CEC’s share price on the LuSE dropped to K0.76 per share by Friday from K1.21 by the end of trading on June 12 in the aftermath of the utility’s BSA, which lapsed on March 31, 2020.
“It is no doubt that CEC’s historic performance on the LuSE is directly linked to the gains from the BSA. The fall in CEC’s share price can, therefore, be linked to negative investment sentiments and outlook created by the standoff. Any equity investor will be cautious about investing in CEC’s stock because the gains will not be as much as when this agreement was in place,” he observed.
And Chizonde, a former Centre for Trade Policy and Development (CTPD) researcher, stated that the Ministry of Energy had failed to provide clear policy guidance to provide leadership to resolve the dispute between both power utilities.
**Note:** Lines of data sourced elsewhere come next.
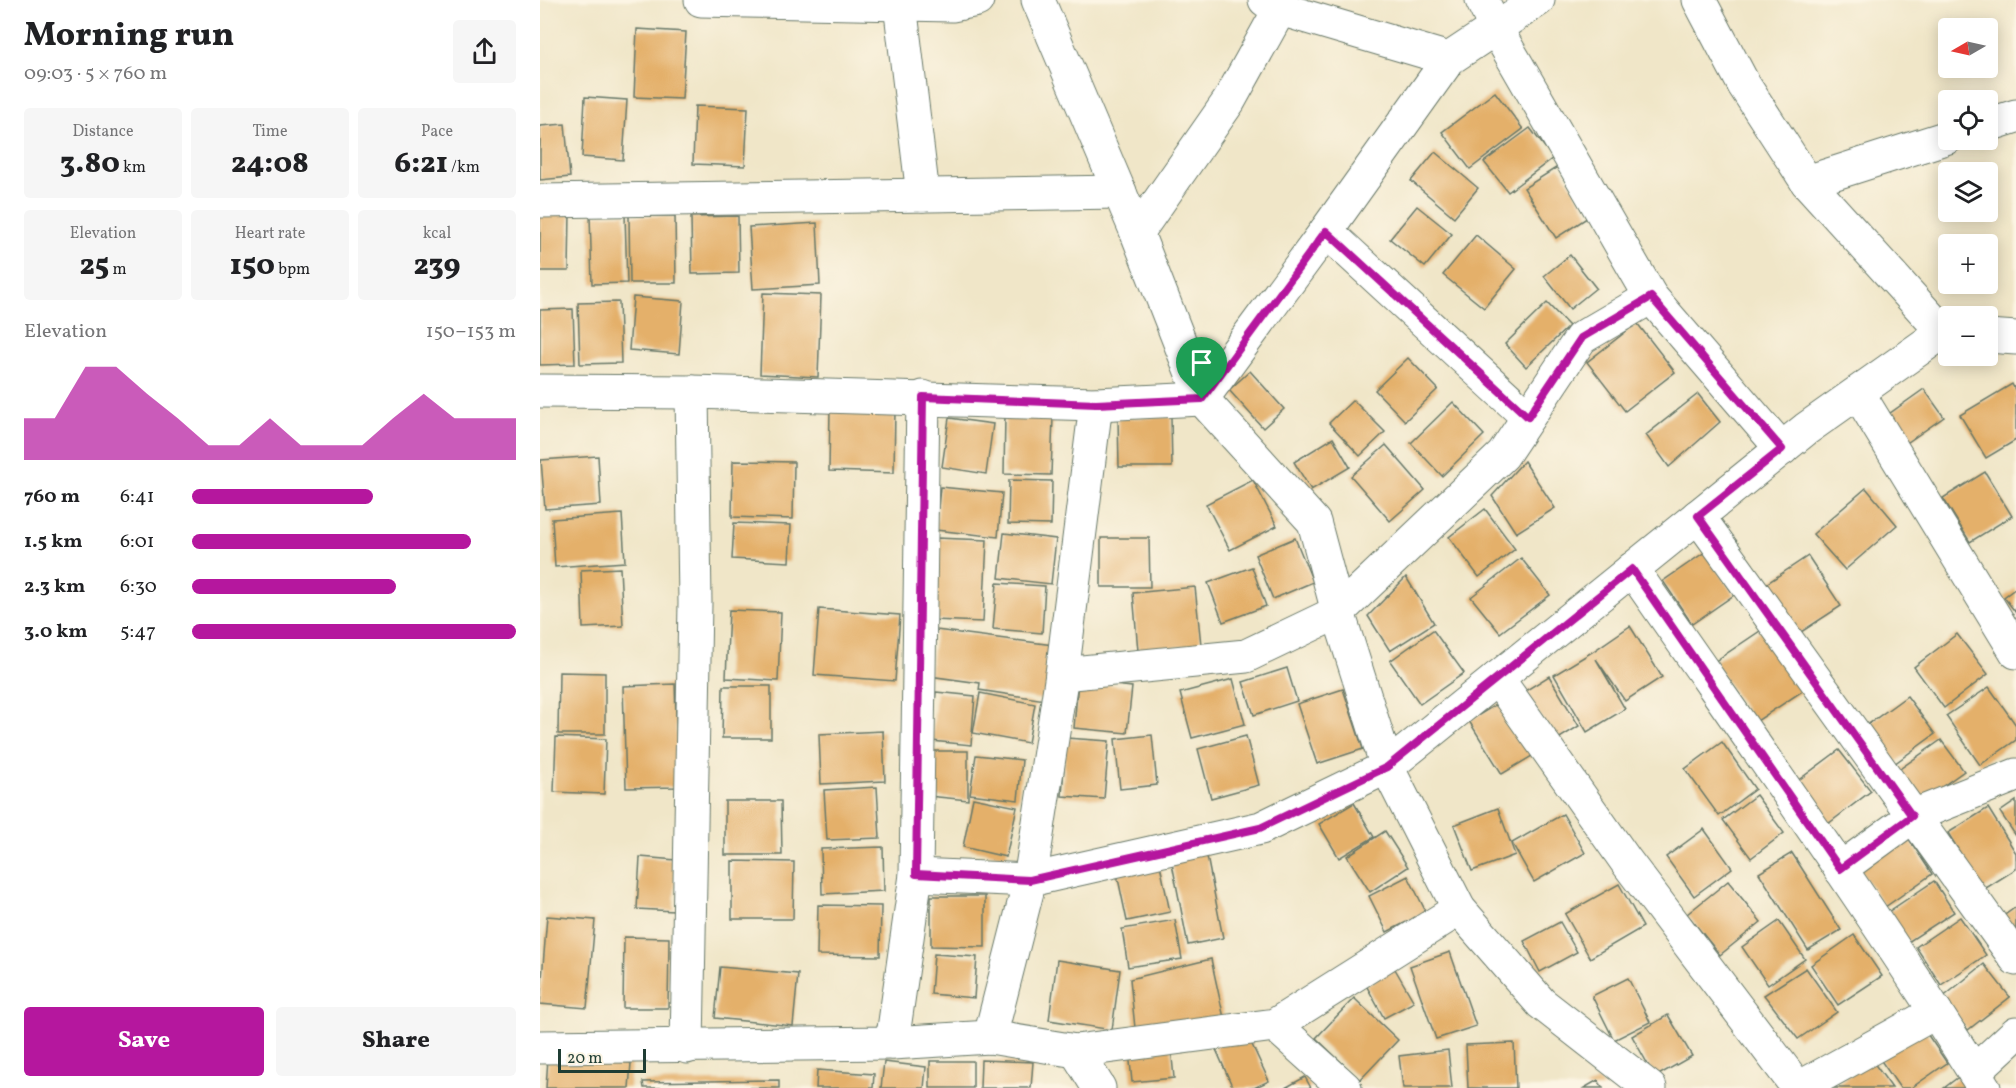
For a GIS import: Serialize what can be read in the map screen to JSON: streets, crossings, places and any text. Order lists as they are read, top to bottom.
{
  "scale_bar": "20 m",
  "north": "left",
  "page": {
    "heading": ["Morning run", "09:03 · 5 × 760 m"],
    "map_buttons": ["+", "−"],
    "stats": [
      ["Distance", "3.80 km"],
      ["Time", "24:08"],
      ["Pace", "6:21 /km"],
      ["Elevation", "25 m"],
      ["Heart rate", "150 bpm"],
      ["kcal", "239"]
    ],
    "chart": ["Elevation", "150–153 m"],
    "list": [
      {
        "name": "760 m",
        "note": "6:41"
      },
      {
        "name": "1.5 km",
        "note": "6:01"
      },
      {
        "name": "2.3 km",
        "note": "6:30"
      },
      {
        "name": "3.0 km",
        "note": "5:47"
      }
    ],
    "buttons": ["Save", "Share"],
    "scale": "20 m"
  }
}
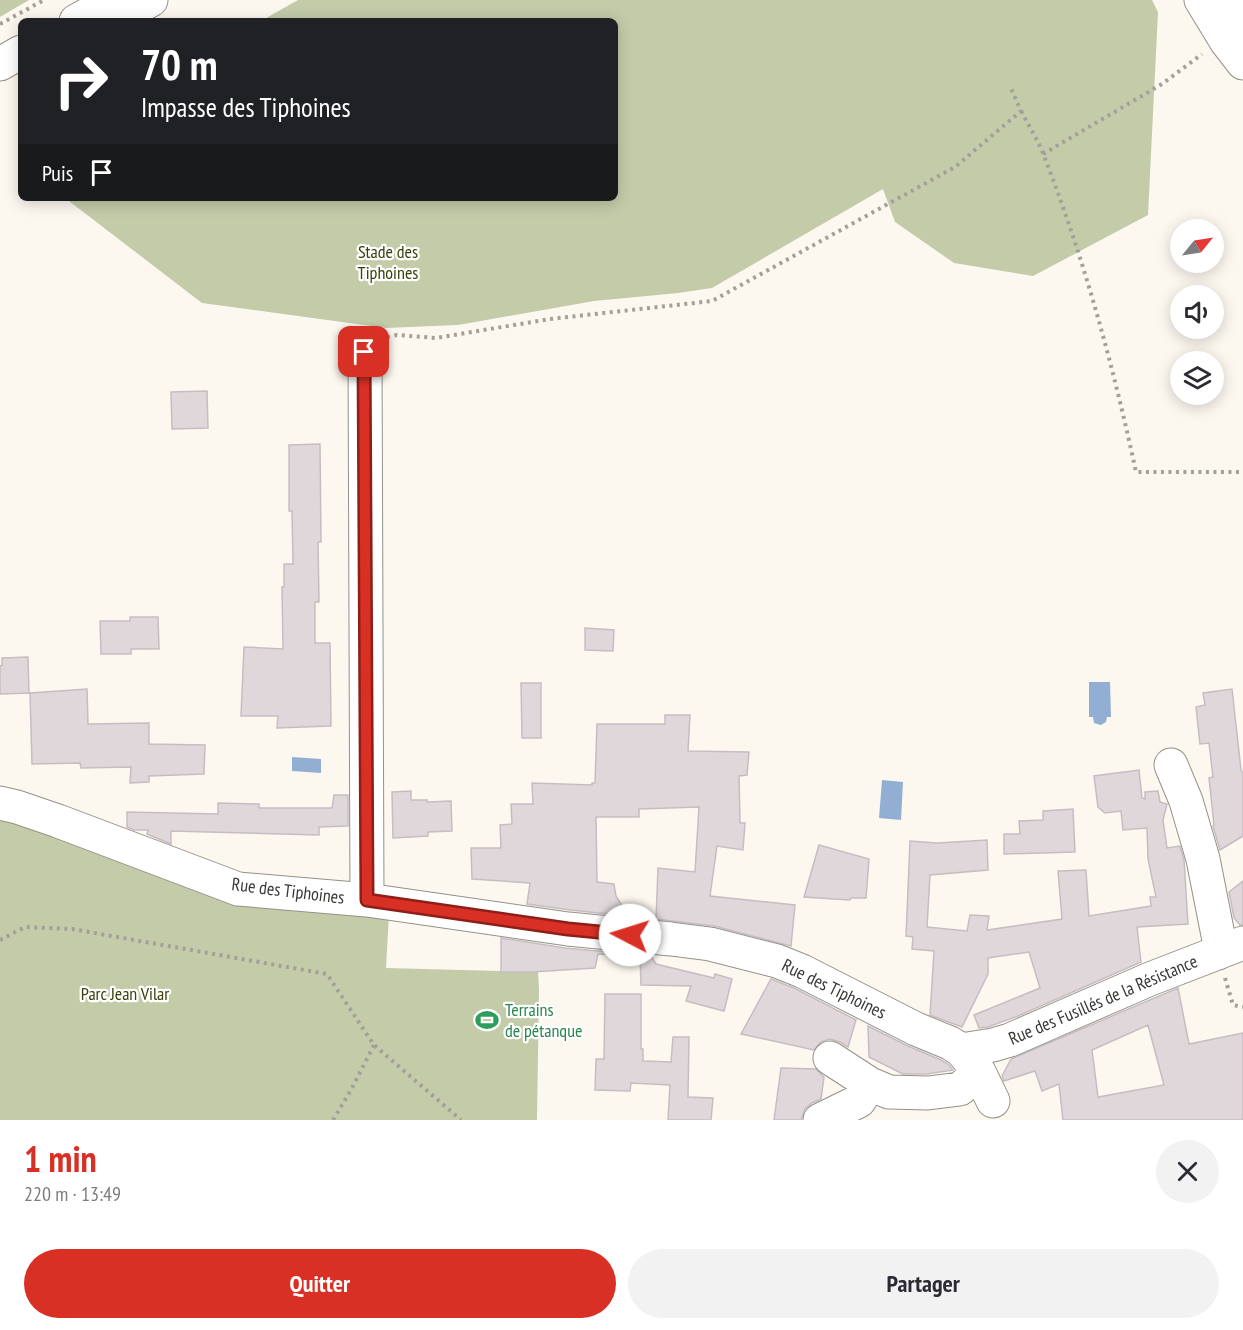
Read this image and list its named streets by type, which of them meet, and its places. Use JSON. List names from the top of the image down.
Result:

“The Ministry seems to have misplaced its role in this process. Government is expected to deal with market failure in order to restore efficiency. The Ministry should have quickly facilitated for a new agreement in order to safeguard the interests of investors in both the capital markets and the general mining sector, as well as secure the employment generated by these entities. Therefore, in playing such a neutral role, government should have not used its policy monopoly to take over the private assets of CEC. It makes more sense to make the distribution lines and infrastructure of Zesco a common carrier in order to attract private investment through reducing set-up costs,” stated Chizonde.
Last month, Energy Permanent Secretary Trevor Kaunda said that the Ministry of Energy was in the process of reviewing the controversial Statutory Instrument Number 57 of 2020, which had declared CEC’s infrastructure as common carrier, to enable other power utilities have access to Zesco’s infrastructure in the same way Zesco has access to CEC’s transmission and distribution lines on the Copperbelt.
Following that declaration, the national power utility went on to sign a Power Supply Agreement with Konkola Copper Mines, CEC’s hitherto biggest customer, despite the mining company still owing in excess of US $144 million to the Kitwe-based utility in unpaid electricity bills.